- **Exercise objective**: Restate every entry verbatim; drop the pictures.

- **Information provided**:
=======

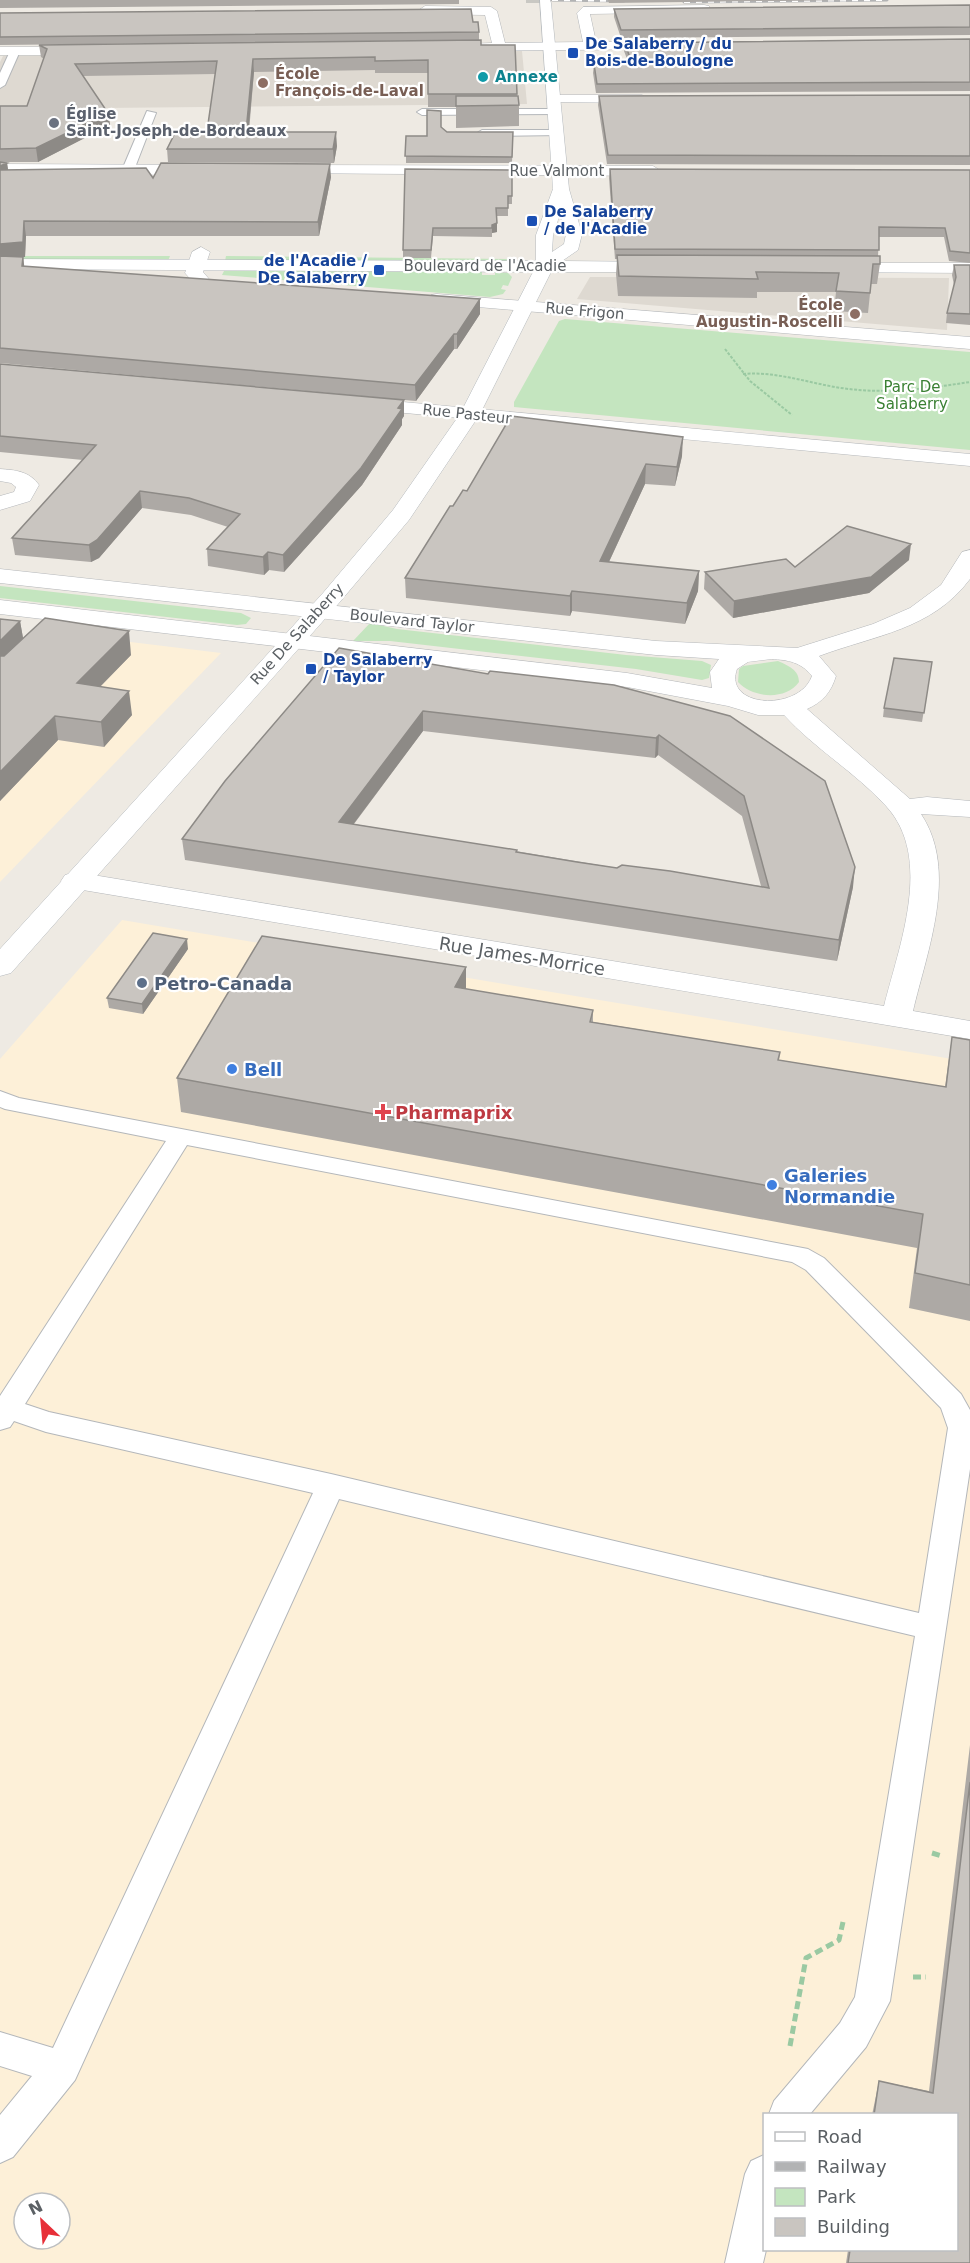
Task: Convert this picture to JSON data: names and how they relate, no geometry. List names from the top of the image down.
{
  "streets": {
    "street": [
      "Rue Valmont",
      "Boulevard de l'Acadie",
      "Rue Frigon",
      "Rue Pasteur",
      "Boulevard Taylor",
      "Rue De Salaberry",
      "Rue James-Morrice"
    ]
  },
  "crossings": [
    ["Rue Valmont", "Rue De Salaberry"],
    ["Boulevard de l'Acadie", "Rue De Salaberry"],
    ["Rue Frigon", "Rue De Salaberry"],
    ["Rue Pasteur", "Rue De Salaberry"],
    ["Boulevard Taylor", "Rue De Salaberry"],
    ["Rue De Salaberry", "Rue James-Morrice"]
  ],
  "parks": ["Parc De Salaberry"],
  "places": {
    "transit": [
      "De Salaberry / du Bois-de-Boulogne",
      "De Salaberry / de l'Acadie",
      "de l'Acadie / De Salaberry",
      "De Salaberry / Taylor"
    ],
    "other": [
      "Annexe",
      "École François-de-Laval",
      "Église Saint-Joseph-de-Bordeaux",
      "École Augustin-Roscelli",
      "Petro-Canada",
      "Bell",
      "Galeries Normandie"
    ],
    "health": ["Pharmaprix"]
  },
  "legend": [
    "Road",
    "Railway",
    "Park",
    "Building"
  ],
  "north": "top left"
}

=======

- **Solution to this problem**:
Task: Convert this picture to JSON data: names and how they relate, no geometry. List names from the top of the image down.
{
  "streets": {
    "street": [
      "Rue Valmont",
      "Boulevard de l'Acadie",
      "Rue Frigon",
      "Rue Pasteur",
      "Boulevard Taylor",
      "Rue De Salaberry",
      "Rue James-Morrice"
    ]
  },
  "crossings": [
    ["Rue Valmont", "Rue De Salaberry"],
    ["Boulevard de l'Acadie", "Rue De Salaberry"],
    ["Rue Frigon", "Rue De Salaberry"],
    ["Rue Pasteur", "Rue De Salaberry"],
    ["Boulevard Taylor", "Rue De Salaberry"],
    ["Rue De Salaberry", "Rue James-Morrice"]
  ],
  "parks": ["Parc De Salaberry"],
  "places": {
    "transit": [
      "De Salaberry / du Bois-de-Boulogne",
      "De Salaberry / de l'Acadie",
      "de l'Acadie / De Salaberry",
      "De Salaberry / Taylor"
    ],
    "other": [
      "Annexe",
      "École François-de-Laval",
      "Église Saint-Joseph-de-Bordeaux",
      "École Augustin-Roscelli",
      "Petro-Canada",
      "Bell",
      "Galeries Normandie"
    ],
    "health": ["Pharmaprix"]
  },
  "legend": [
    "Road",
    "Railway",
    "Park",
    "Building"
  ],
  "north": "top left"
}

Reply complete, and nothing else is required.